- [Try it] Retrieve every line from the records in which the word "size" occurs.

######

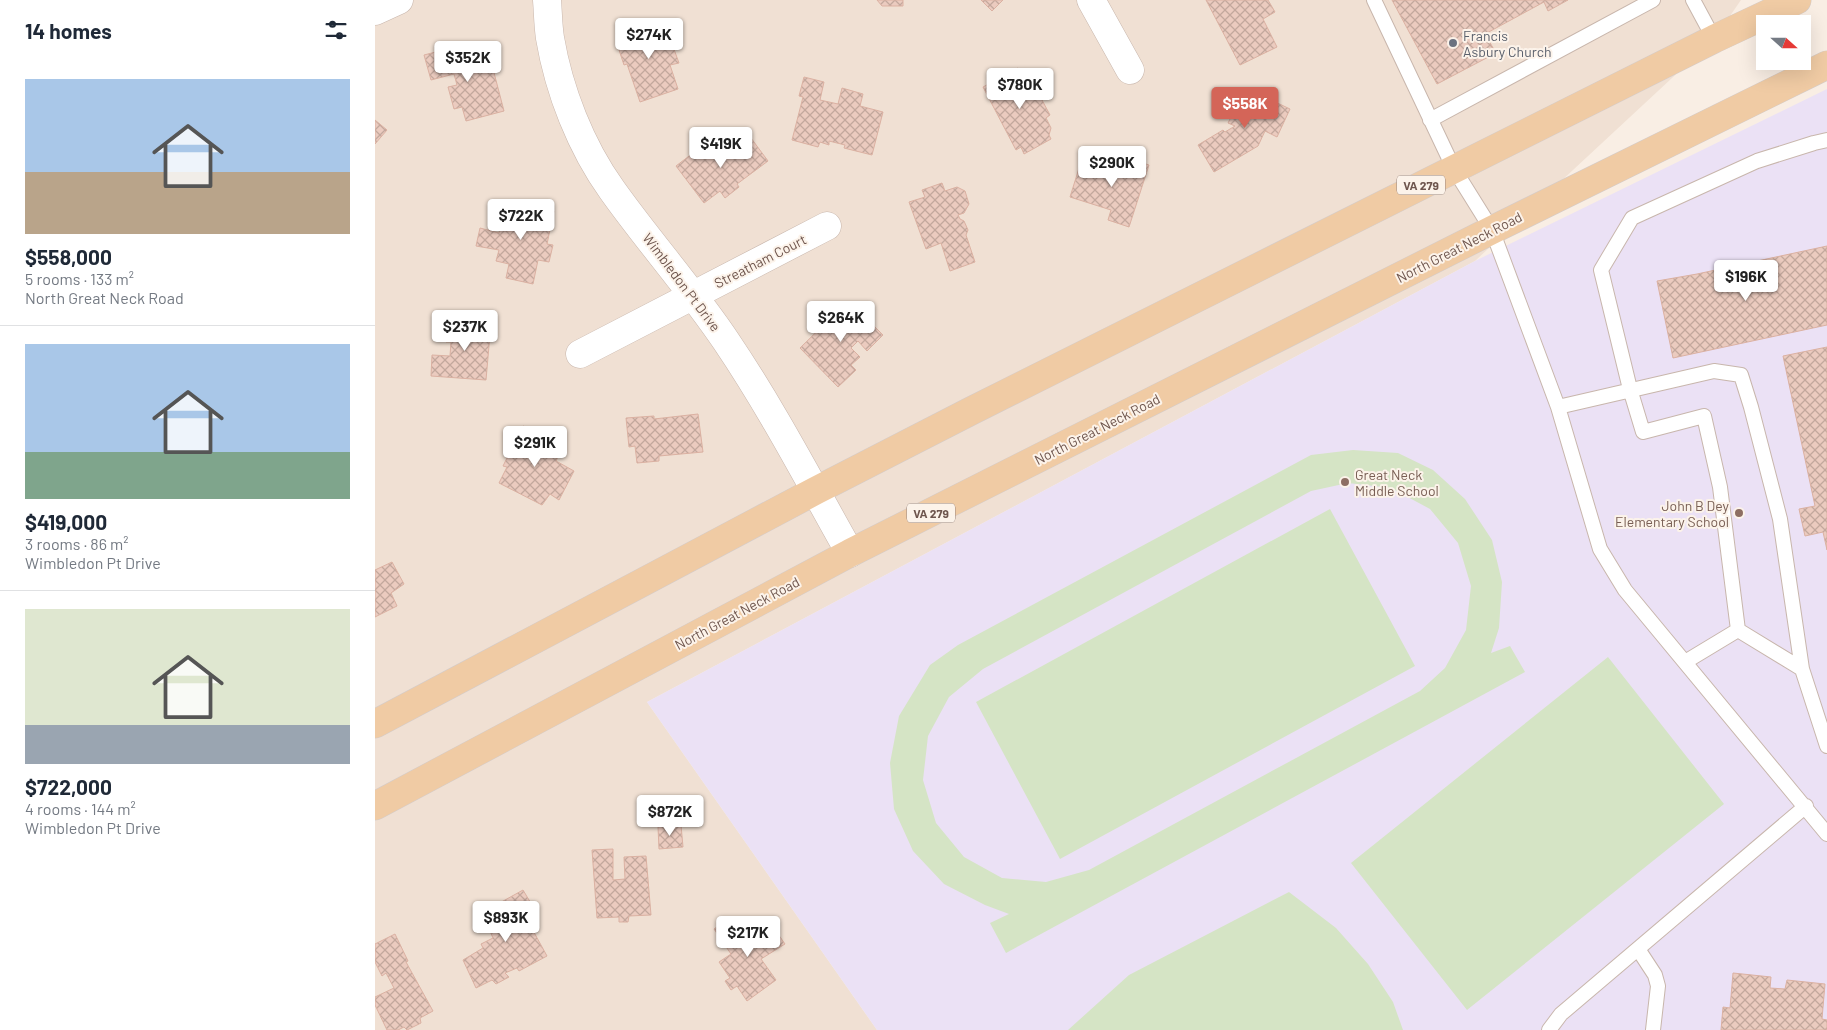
<!DOCTYPE html>
<meta charset="utf-8">
<style>
:root{--surface:#fff;--page:#f2f2f3;--text:#1f2937;--muted:#747a83;--line:#e0e1e3;--accent:#d46558}
body{margin:0;font-family:Barlow,sans-serif;background:var(--page);color:var(--text);height:100vh;display:flex;flex-direction:column;font-size:19px;white-space:nowrap}
*{box-sizing:border-box;margin:0}
p{font-size:16px;color:var(--muted)}
.icon{flex:none;width:28px;height:28px;fill:none;stroke:currentColor;stroke-width:2;stroke-linecap:round;stroke-linejoin:round}
.map{position:relative;flex:1;overflow:hidden}
.sheet{display:flex;flex-direction:column;background:var(--surface);width:375px}
.sheet>*{flex:none}
.needle{width:32px;rotate:111deg}
.fabs{position:absolute;left:1381px;top:15px;display:grid;gap:10px}
.fabs a{display:grid;place-items:center;width:55px;height:55px;border-radius:0px;background:var(--surface);box-shadow:0 5px 20px #0002;font-size:25px}
.price{position:absolute;translate:-50% -42px;padding:0 11px;border-radius:5px;background:#fff;color:#222;font-size:16px;line-height:32px;filter:drop-shadow(0 1px 2px #0008)}
.price::after{content:'';position:absolute;left:50%;top:30px;width:15px;height:11px;margin-left:-8px;background:inherit;clip-path:polygon(0 0,100% 0,50% 100%)}
.price.on{background:var(--accent);color:#fff}
ul{padding:0;list-style:none}
li{display:grid;align-content:center;gap:10px;height:265px;padding:0 25px}
li+li{border-top:1px solid var(--line)}
li span{display:grid;place-items:center;height:155px;border-radius:0px;color:#555}
li>.icon{margin-inline-start:auto}
span .icon{width:90px;height:90px;fill:#fffc;stroke-width:1}
li b{font-size:21px}
h2{display:flex;justify-content:space-between;align-items:center;height:60px;padding:0 25px;font-size:21px}
main{display:flex;flex:1;min-height:0}
.map>svg:first-child{display:block}
.residential{fill:#f0e0d3}
.education{fill:#ebe1f5}
.pitch{fill:#d5e4c5;fill-rule:evenodd}
.building{fill:url(#building-cross-hatch);stroke:#dbb1a2}
.lines{fill:none;stroke-linecap:round;stroke-linejoin:round}
.service-casing{stroke:#c8b6ac;stroke-width:16}
.minor-casing{stroke:#c8b6ac;stroke-width:29}
.primary-casing{stroke:#d4ccca;stroke-width:29}
.service{stroke:#fff;stroke-width:14}
.minor{stroke:#fff;stroke-width:28}
.primary{stroke:#f0cba4;stroke-width:28}
.worship-dot{fill:#6b7280;stroke:#fcf3ea;stroke-width:2}
.education-dot{fill:#8d6e63;stroke:#fcf3ea;stroke-width:2}
.labels{text-anchor:middle;dominant-baseline:central;stroke-width:4;stroke-linejoin:round;paint-order:stroke}
.shield{fill:#fcf3ea;stroke:#99847c;stroke-width:1}
.shield-label{font-size:12px;font-weight:bold;fill:#6e554d}
.worship-label{font-size:14px;fill:#5b616d;stroke:#fcf3ea;text-anchor:start}
.street-label{font-size:14px;fill:#6e554d;stroke:#fcf3ea}
.education-label{font-size:14px;fill:#785e54;stroke:#fcf3ea;text-anchor:start}
</style>
<main>
<section class="sheet">
<h2>14 homes<svg class="icon" aria-label="filters" viewBox="0 0 24 24"><path d="M4 7h16M4 17h16"/><circle cx="9" cy="7" r="2"/><circle cx="15" cy="17" r="2"/></svg></h2>
<ul>
<li><span style="background:linear-gradient(#a9c7e8 60%,#b9a48a 0)"><svg class="icon" aria-label="home" viewBox="0 0 24 24"><path d="M3 11l9-7 9 7M6 9v11h12V9"/></svg></span><div><b>$558,000</b><p>5 rooms · 133 m²</p><p>North Great Neck Road</p></div></li>
<li><span style="background:linear-gradient(#a9c7e8 70%,#7fa58c 0)"><svg class="icon" aria-label="home" viewBox="0 0 24 24"><path d="M3 11l9-7 9 7M6 9v11h12V9"/></svg></span><div><b>$419,000</b><p>3 rooms · 86 m²</p><p>Wimbledon Pt Drive</p></div></li>
<li><span style="background:linear-gradient(#dfe7d0 75%,#9aa5b1 0)"><svg class="icon" aria-label="home" viewBox="0 0 24 24"><path d="M3 11l9-7 9 7M6 9v11h12V9"/></svg></span><div><b>$722,000</b><p>4 rooms · 144 m²</p><p>Wimbledon Pt Drive</p></div></li>
</ul>
</section>
<div class="map">
<svg width="1452" height="1030" viewBox="0 0 1452 1030">
<defs>
<pattern id="building-cross-hatch" width="8" height="8" patternUnits="userSpaceOnUse" patternTransform="scale(1.25)"><rect width="8" height="8" fill="#ebcbbf"/><path d="M0 0l8 8M0 8l8-8" fill="none" stroke="#c3a89d"/></pattern>
</defs>
<rect width="100%" height="100%" fill="#f9eee4"/>
<!-- residential -->
<path class="residential" d="M0,0H1366L1339,39L1100,261L272,702L502,1030H0Z"/>
<!-- education -->
<path class="education" d="M1452,89V1030H502L272,702L1100,261Z"/>
<!-- pitch -->
<path class="pitch" d="M978,450L1023,453L1058,470L1090,499L1117,540L1127,582L1124,628L1116,653L1135,646L1150,672L631,953L615,923L634,914L610,905L569,884L538,851L519,809L515,763L524,716L555,665L583,645L936,455ZM973,483L1016,488L1055,509L1083,543L1096,586L1091,630L1070,668L1045,691L714,870L671,882L627,878L589,857L561,823L548,780L553,736L574,697L608,669L936,491Z
M955,509L1040,666L685,859L601,702Z
M1233,657L1349,804L1092,1010L976,863Z
M914,892L961,928L993,964L1018,1002L1028,1030H693L754,975Z"/>
<!-- building -->
<path class="building" d="M502,0H528V6H507Z
M606,0H628L617,11Z
M831,0H893L900,12L888,19L902,47L865,65Z
M1017,0H1193L1173,11L1169,2L1110,34L1121,53L1062,84Z
M275,21L279,34L292,30L304,63L295,65L303,89L265,102L252,64L249,65L244,50L246,49L241,33Z
M76,48L79,57L104,51L108,68L117,65L129,111L91,121L87,107L79,109L73,87L82,85L79,74L56,80L49,55Z
M643,68L645,72L651,70L675,115L671,118L676,128L674,135L676,139L649,154L646,147L641,150L608,87Z
M429,77L449,82L445,100L463,104L467,88L488,94L485,106L508,112L497,155L469,148L470,145L454,141V145L445,142L443,147L417,140L428,97L424,96Z
M871,88L915,109L902,137L890,131L883,146L839,172L823,145L848,130L850,132L860,126L853,123Z
M0,120L12,130L0,144Z
M376,138L393,161L362,184L364,187L350,198L345,191L329,203L301,166L331,143L344,161Z
M746,156L774,165L754,227L733,220L736,210L695,197L705,165L727,173L730,166L741,170Z
M567,183L570,191L582,187L590,191L594,204L589,213L583,215L585,219L589,221L593,230L591,235L600,262L575,271L566,243L551,249L534,202L550,197L547,190Z
M154,206L179,211L172,244L178,245L174,262L163,260L158,284L131,278L134,264L121,261L124,250L101,246L105,228L124,233L130,207L153,212Z
M1452,246V325L1298,358L1282,281L1322,274Z
M472,302L483,313L485,312L508,335L492,351L483,341L476,348L485,357L476,365L481,370L463,387L425,348Z
M73,320L116,323L111,380L56,376L57,355L75,356L76,342H71Z
M1452,347V550L1448,532L1430,536L1424,509L1440,506L1408,356Z
M323,414L328,452L284,456V461L262,463L260,446L254,447L251,418L279,416V419Z
M148,426L168,434L167,436L171,438L169,443L174,446L176,443L187,448L181,461L199,471L184,500L175,494L167,505L124,483L132,467L128,466Z
M17,562L29,584L16,593L22,606L0,617V570Z
M306,825L308,847L284,849L283,827Z
M238,849V880L250,879L249,857L271,856L276,915L254,916L253,922H244V917L222,918L217,850Z
M148,890L160,910L150,916L172,956L144,971L142,968L130,973L134,977L121,984L117,980L101,988L88,960L108,948L106,944L118,938L111,922L117,918L112,910Z
M356,917L375,943L379,940L377,938L396,924L410,944L386,959L401,980L372,1001L362,986L356,990L350,981L355,978L344,962L356,954L339,929Z
M20,934L33,961L31,962L58,1011L45,1018L46,1023L32,1030L29,1027L23,1030H12L0,1005V997L19,988L11,973L7,976L0,962V944Z
M1358,973L1396,977L1395,988L1410,989L1412,980L1450,984L1447,1019L1452,1020V1030H1346L1348,1007L1355,1008Z"/>
<g class="lines">
<defs>
<path id="service" d="M999,0L1079,169L1117,230L1183,407L1225,549L1250,590L1452,834
M1318,0L1339,39
M1055,120L1278,0
M1183,407L1339,371L1366,375L1376,407L1405,519L1427,669L1452,746
M1363,630L1427,669
M1310,662L1363,630L1345,487L1329,416L1268,432L1255,389L1226,270L1257,218L1382,161L1439,143L1452,140
M1263,949L1280,975L1283,986L1278,1030
M1174,1030L1186,1014L1431,806"/>
<path id="minor" d="M172,0C173,12 173,25 175,38C184,91 206,147 237,190C274,242 316,289 351,341C397,409 435,482 475,553
M716,0L755,70
M0,11L24,0
M205,354L452,226"/>
<path id="primary" d="M0,724L440,491L596,411L1339,39L1422,0
M0,806L475,553L1117,230L1452,65"/>
</defs>
<!-- service casing -->
<use href="#service" class="service-casing"/>
<!-- minor casing -->
<use href="#minor" class="minor-casing"/>
<!-- primary casing -->
<use href="#primary" class="primary-casing"/>
<!-- service -->
<use href="#service" class="service"/>
<!-- minor -->
<use href="#minor" class="minor"/>
<!-- primary -->
<use href="#primary" class="primary"/>
</g>
<!-- markers -->
<circle class="worship-dot" cx="1078" cy="43" r="5"/>
<g class="education-dot">
<circle cx="970" cy="482" r="5"/>
<circle cx="1364" cy="513" r="5"/>
</g>
<g class="labels">
<!-- shield labels -->
<g class="shield">
<rect x="1022" y="175.5" width="48" height="19" rx="4"/>
<rect x="532" y="503.5" width="48" height="19" rx="4"/>
</g>
<g class="shield-label">
<text x="1046" y="185">VA 279</text>
<text x="556" y="513">VA 279</text>
</g>
<!-- worship labels -->
<g class="worship-label">
<text x="1088" y="35">Francis<tspan x="1088" dy="16">Asbury Church</tspan></text>
</g>
<!-- street labels -->
<g class="street-label">
<text transform="translate(1084 247) rotate(-27)">North Great Neck Road</text>
<text transform="translate(385 261) rotate(-27)">Streatham Court</text>
<text transform="translate(307 282) rotate(53)">Wimbledon Pt Drive</text>
<text transform="translate(722 429) rotate(-27)">North Great Neck Road</text>
<text transform="translate(362 613) rotate(-28)">North Great Neck Road</text>
</g>
<!-- education labels -->
<g class="education-label">
<text x="980" y="474">Great Neck<tspan x="980" dy="16">Middle School</tspan></text>
<text x="1354" y="505" text-anchor="end">John B Dey<tspan x="1354" dy="16">Elementary School</tspan></text>
</g>
</g>
</svg>
<div class="fabs">
<a><svg class="needle" viewBox="-14 -14 28 28"><path d="M0-13l5 13h-10z" fill="#e53935"/><path d="M0 13l5-13h-10z" fill="#747a83"/></svg></a>
</div>
<b class="price" style="left:274px;top:60px">$274K</b>
<b class="price" style="left:93px;top:83px">$352K</b>
<b class="price" style="left:645px;top:110px">$780K</b>
<b class="price on" style="left:870px;top:129px">$558K</b>
<b class="price" style="left:346px;top:169px">$419K</b>
<b class="price" style="left:737px;top:188px">$290K</b>
<b class="price" style="left:146px;top:241px">$722K</b>
<b class="price" style="left:1371px;top:302px">$196K</b>
<b class="price" style="left:466px;top:343px">$264K</b>
<b class="price" style="left:90px;top:352px">$237K</b>
<b class="price" style="left:160px;top:468px">$291K</b>
<b class="price" style="left:295px;top:837px">$872K</b>
<b class="price" style="left:131px;top:943px">$893K</b>
<b class="price" style="left:373px;top:958px">$217K</b>
</div>
</main>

######

- [Expected output]
body{margin:0;font-family:Barlow,sans-serif;background:var(--page);color:var(--text);height:100vh;display:flex;flex-direction:column;font-size:19px;white-space:nowrap}
p{font-size:16px;color:var(--muted)}
.fabs a{display:grid;place-items:center;width:55px;height:55px;border-radius:0px;background:var(--surface);box-shadow:0 5px 20px #0002;font-size:25px}
.price{position:absolute;translate:-50% -42px;padding:0 11px;border-radius:5px;background:#fff;color:#222;font-size:16px;line-height:32px;filter:drop-shadow(0 1px 2px #0008)}
li b{font-size:21px}
h2{display:flex;justify-content:space-between;align-items:center;height:60px;padding:0 25px;font-size:21px}
.shield-label{font-size:12px;font-weight:bold;fill:#6e554d}
.worship-label{font-size:14px;fill:#5b616d;stroke:#fcf3ea;text-anchor:start}
.street-label{font-size:14px;fill:#6e554d;stroke:#fcf3ea}
.education-label{font-size:14px;fill:#785e54;stroke:#fcf3ea;text-anchor:start}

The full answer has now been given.